So, on to the forth floor and the Museum of Brisbane (though we had to skip one lift considering it was packed full of grey nomads). Well, as I should have known it is a museum about Brisbane as opposed to a museum in Brisbane (and only I could have been a little surprised that a place called The Museum of Brisbane was actually about Brisbane). Anyway, as I mentioned, it is basically a museum that showcases everything that is Brisbane and has a lot of its history from a harsh penal colony to the modern metropolis. There is also a huge section on the river and if you are really into rivers you can learn an awful lot about the history of the waterway that happens to be the Brisbane River.
They even has exhibitions showcasing things that are uniquely Brisbane (and it seems that they have an exhibition of paintings by William Bustard, who happens to be a painter that painted Brisbane). When we were there they had an exhibition of costumes from the Golden Age of Hollywood. While they admitted that this had nothing to do with Brisbane (with the exception that Warner Brothers does have a film studio on the Gold Coast, but then again that is not Brisbane – it is a completely different city) the collection is actually owned by somebody who lives in Brisbane and was kind enough to put it on display (I think its cool when rich people kindly put their collections on display for everybody to see). Mind you, it was fashion, and I’m not all that interested in fashion, but it was interesting to see what he actually had in his collection (though apparently when Hollywood started getting rid of these costumes, namely because they were made for one particular actor for one particular movie, they were going at fire sale prices).
|He doesn’t seem all that impressed|
A stroll through the Southbank
After our exploration of the Town Hall we then caught a bus across to Brisbane’s Southbank where there is this huge park. For anybody familiar with Melbourne’s Southbank it is completely different. Where Melbourne has a wide pedestrian walkway with cafes and the casino, Brisbane’s is basically one long park stretching from the Cultural Centre down to where the river curves around and turns back north (though the park does continue around there, it just becomes a different precinct). The first part is just lawn outside the Centre of Performing Arts, however once you pass that building it suddenly becomes a tropical forest, though before the forest there are some interesting ‘fake hills’ where you can lie in the sun and read a book.

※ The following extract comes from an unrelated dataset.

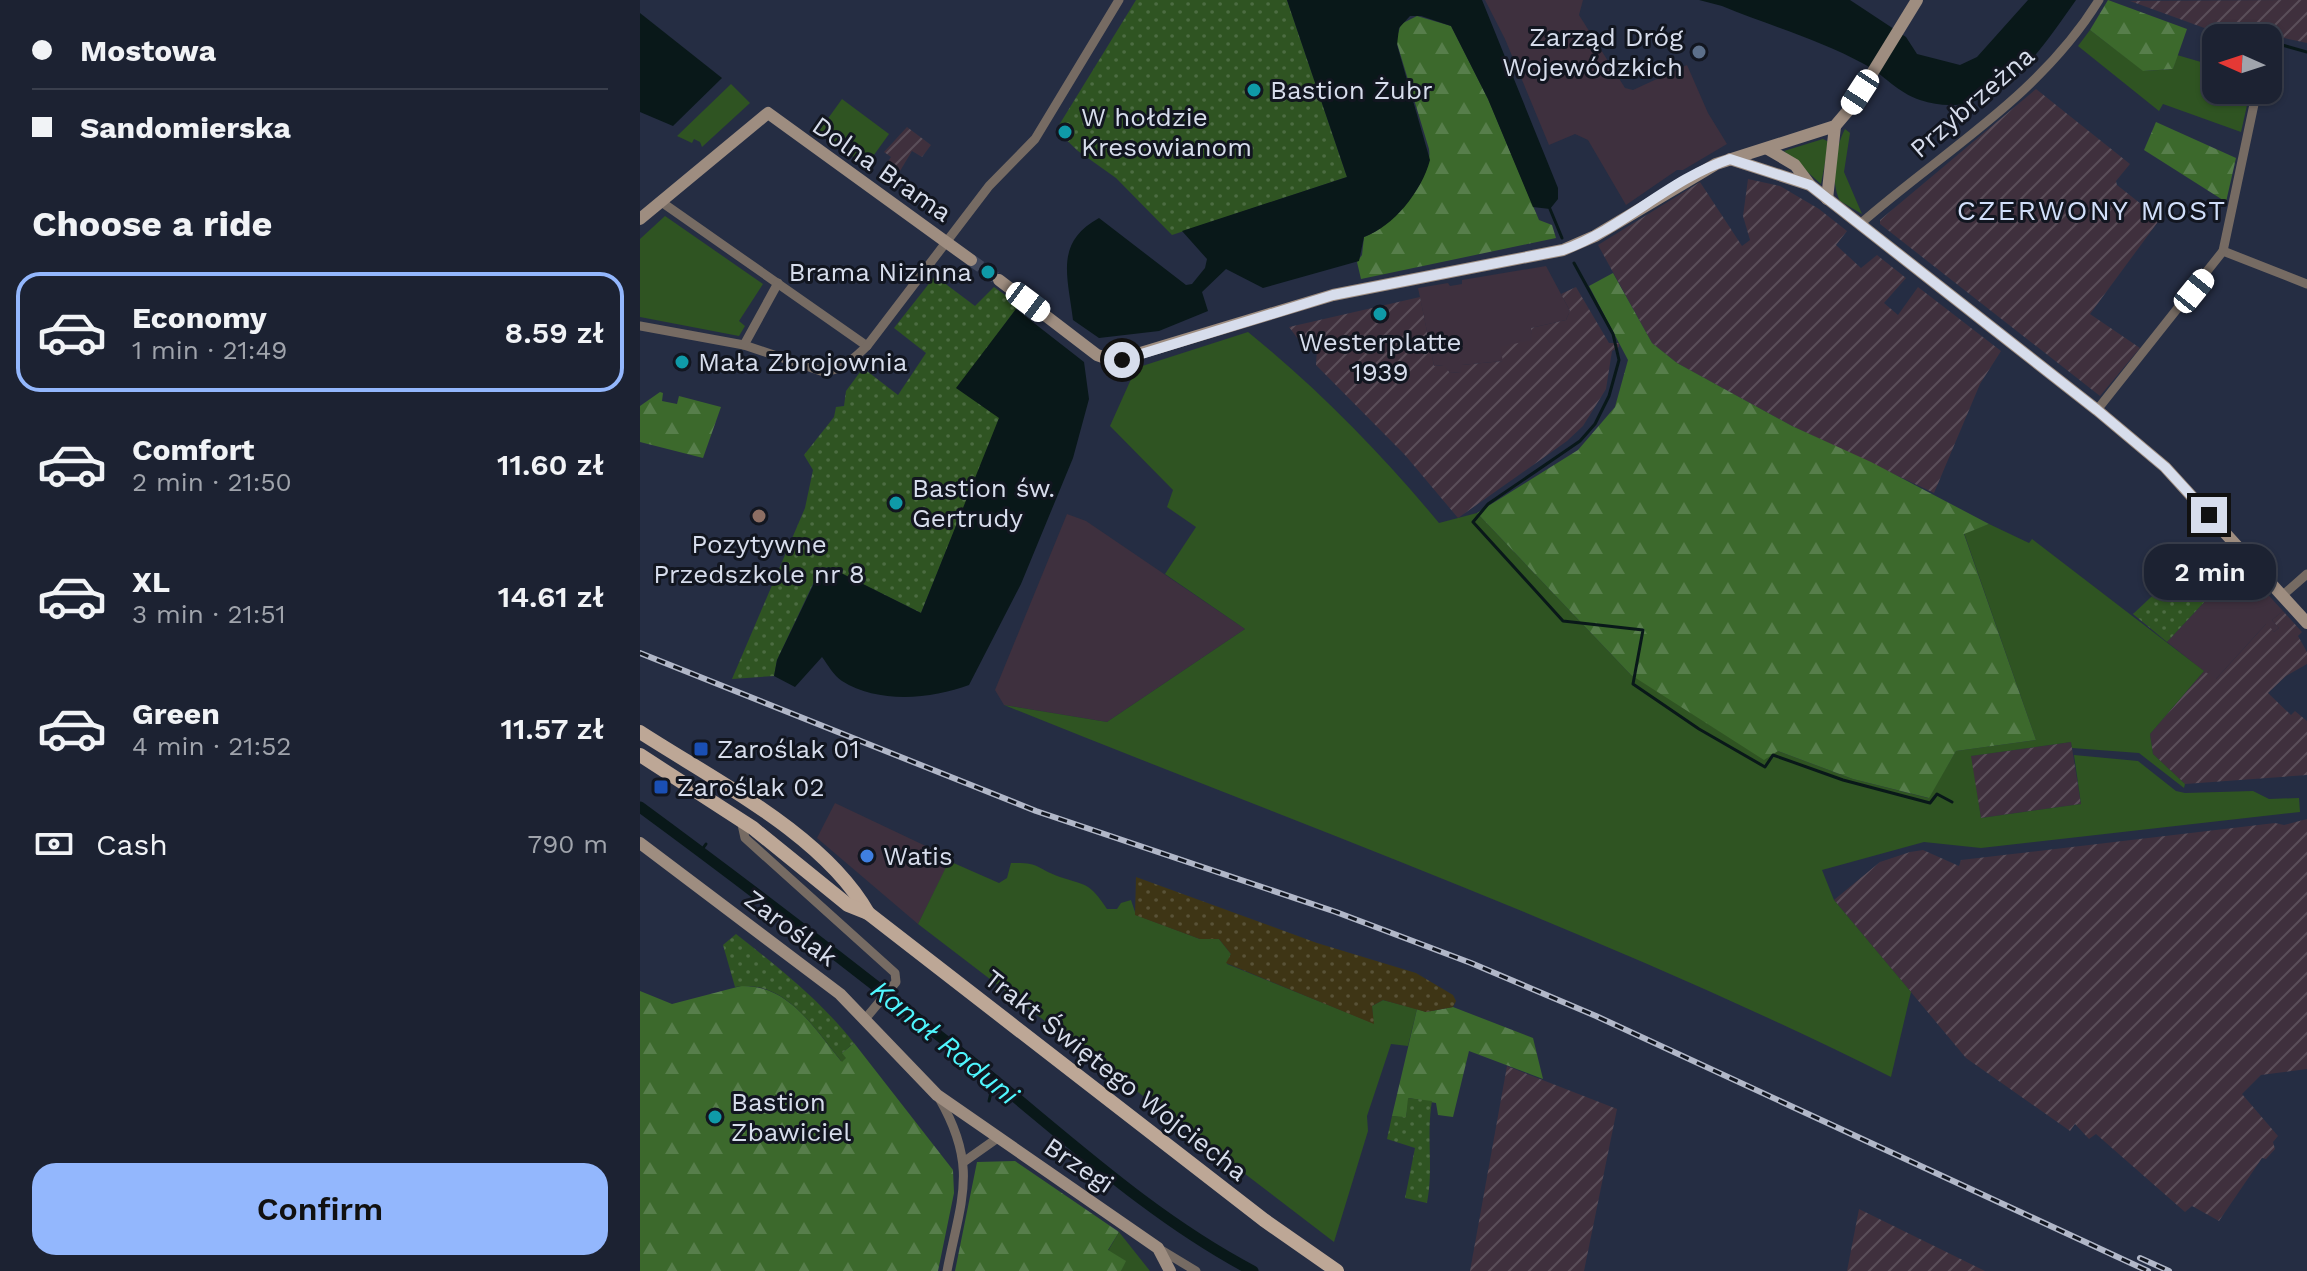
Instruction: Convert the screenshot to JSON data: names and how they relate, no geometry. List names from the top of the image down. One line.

|An interesting way to relax|
I guess these strange things do serve a purpose, particularly since lying on a gentle slope is actually a lot better (as far as I’m concerned) than flat grass. However I’ve never been a big fan of fake grass, though since my landlord did lay some of that stuff out the back I have discovered that it is quite easy to clean and you don’t have to mow it. Still, being a naturalist myself I do prefer the real stuff.
So, we wandered down to the riverbank where the parklands suddenly become a tropical rainforest, and nestled in the forest is a Nepalese Pagoda. At first I didn’t realise that it was Nepalese because I never realised that the Nepalese built pagodas – I thought it was Chinese. Anyway, we went and checked it out and I was baffled that I saw it covered in Hindu gods. It simply did not seem to work for me considering I never thought that Hinduism really penetrated China. It wasn’t until much later when I was perusing the internet that I discovered that it was Nepalese. All of the sudden it made sense.
Anyway, just before the pagoda, on the riverbank, we found this blue combi-van selling coffee. Now that I thought was really, really cool, so I made my way up to the owner and asked if she did tea (expecting it to be a coffee only establishment, as I have discovered some places in Melbourne are). She did, and in fact she had some rather exotic teas, and I am not talking about herbal teas, I’m mean proper leaf tea that has an exotic flavour. I was most impressed, and when I got back to my hotel I immediately wrote a review about it.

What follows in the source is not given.